EXERCISE AIM: From the records below, return every line containing the word "Format".

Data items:
══════════════════════════════

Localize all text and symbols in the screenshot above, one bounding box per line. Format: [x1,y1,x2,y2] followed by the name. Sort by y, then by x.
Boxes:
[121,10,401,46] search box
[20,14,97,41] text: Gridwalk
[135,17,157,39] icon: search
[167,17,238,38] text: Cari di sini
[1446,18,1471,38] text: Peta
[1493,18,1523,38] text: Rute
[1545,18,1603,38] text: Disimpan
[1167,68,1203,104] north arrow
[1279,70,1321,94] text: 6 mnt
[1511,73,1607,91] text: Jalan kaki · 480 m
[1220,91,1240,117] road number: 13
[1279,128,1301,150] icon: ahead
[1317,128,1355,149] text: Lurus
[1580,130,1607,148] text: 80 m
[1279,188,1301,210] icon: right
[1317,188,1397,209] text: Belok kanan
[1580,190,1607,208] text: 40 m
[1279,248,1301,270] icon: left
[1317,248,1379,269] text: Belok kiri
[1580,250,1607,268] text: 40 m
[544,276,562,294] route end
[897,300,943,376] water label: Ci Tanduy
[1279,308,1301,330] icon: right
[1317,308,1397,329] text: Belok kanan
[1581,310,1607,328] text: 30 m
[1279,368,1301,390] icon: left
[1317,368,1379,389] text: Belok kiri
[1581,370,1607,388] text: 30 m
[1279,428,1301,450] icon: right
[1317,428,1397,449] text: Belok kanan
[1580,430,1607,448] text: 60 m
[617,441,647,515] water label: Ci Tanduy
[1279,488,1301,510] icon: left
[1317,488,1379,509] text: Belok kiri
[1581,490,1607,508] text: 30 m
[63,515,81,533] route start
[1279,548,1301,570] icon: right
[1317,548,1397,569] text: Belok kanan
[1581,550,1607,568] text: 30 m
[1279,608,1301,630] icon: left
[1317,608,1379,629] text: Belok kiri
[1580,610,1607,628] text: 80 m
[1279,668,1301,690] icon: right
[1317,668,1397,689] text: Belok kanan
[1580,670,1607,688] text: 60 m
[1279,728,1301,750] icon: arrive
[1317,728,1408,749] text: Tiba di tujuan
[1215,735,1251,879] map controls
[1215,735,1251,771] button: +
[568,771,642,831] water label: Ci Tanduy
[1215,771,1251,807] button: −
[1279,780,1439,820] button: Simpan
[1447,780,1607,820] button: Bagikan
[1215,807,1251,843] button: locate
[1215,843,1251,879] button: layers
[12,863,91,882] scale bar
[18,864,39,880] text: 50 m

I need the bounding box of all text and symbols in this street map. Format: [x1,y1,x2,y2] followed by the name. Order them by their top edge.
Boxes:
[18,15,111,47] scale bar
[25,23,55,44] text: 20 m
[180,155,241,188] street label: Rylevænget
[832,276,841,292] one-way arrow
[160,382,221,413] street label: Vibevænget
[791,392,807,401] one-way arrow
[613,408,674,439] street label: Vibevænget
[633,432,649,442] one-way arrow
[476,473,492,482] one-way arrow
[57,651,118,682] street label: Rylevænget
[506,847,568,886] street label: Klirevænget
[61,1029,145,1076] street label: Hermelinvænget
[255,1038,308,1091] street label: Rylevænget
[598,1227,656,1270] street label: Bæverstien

══════════════════════════════

RESULT OF THE TASK:
Localize all text and symbols in the screenshot above, one bounding box per line. Format: [x1,y1,x2,y2] followed by the name. Sort by y, then by x.
I need the bounding box of all text and symbols in this street map. Format: [x1,y1,x2,y2] followed by the name. Order them by their top edge.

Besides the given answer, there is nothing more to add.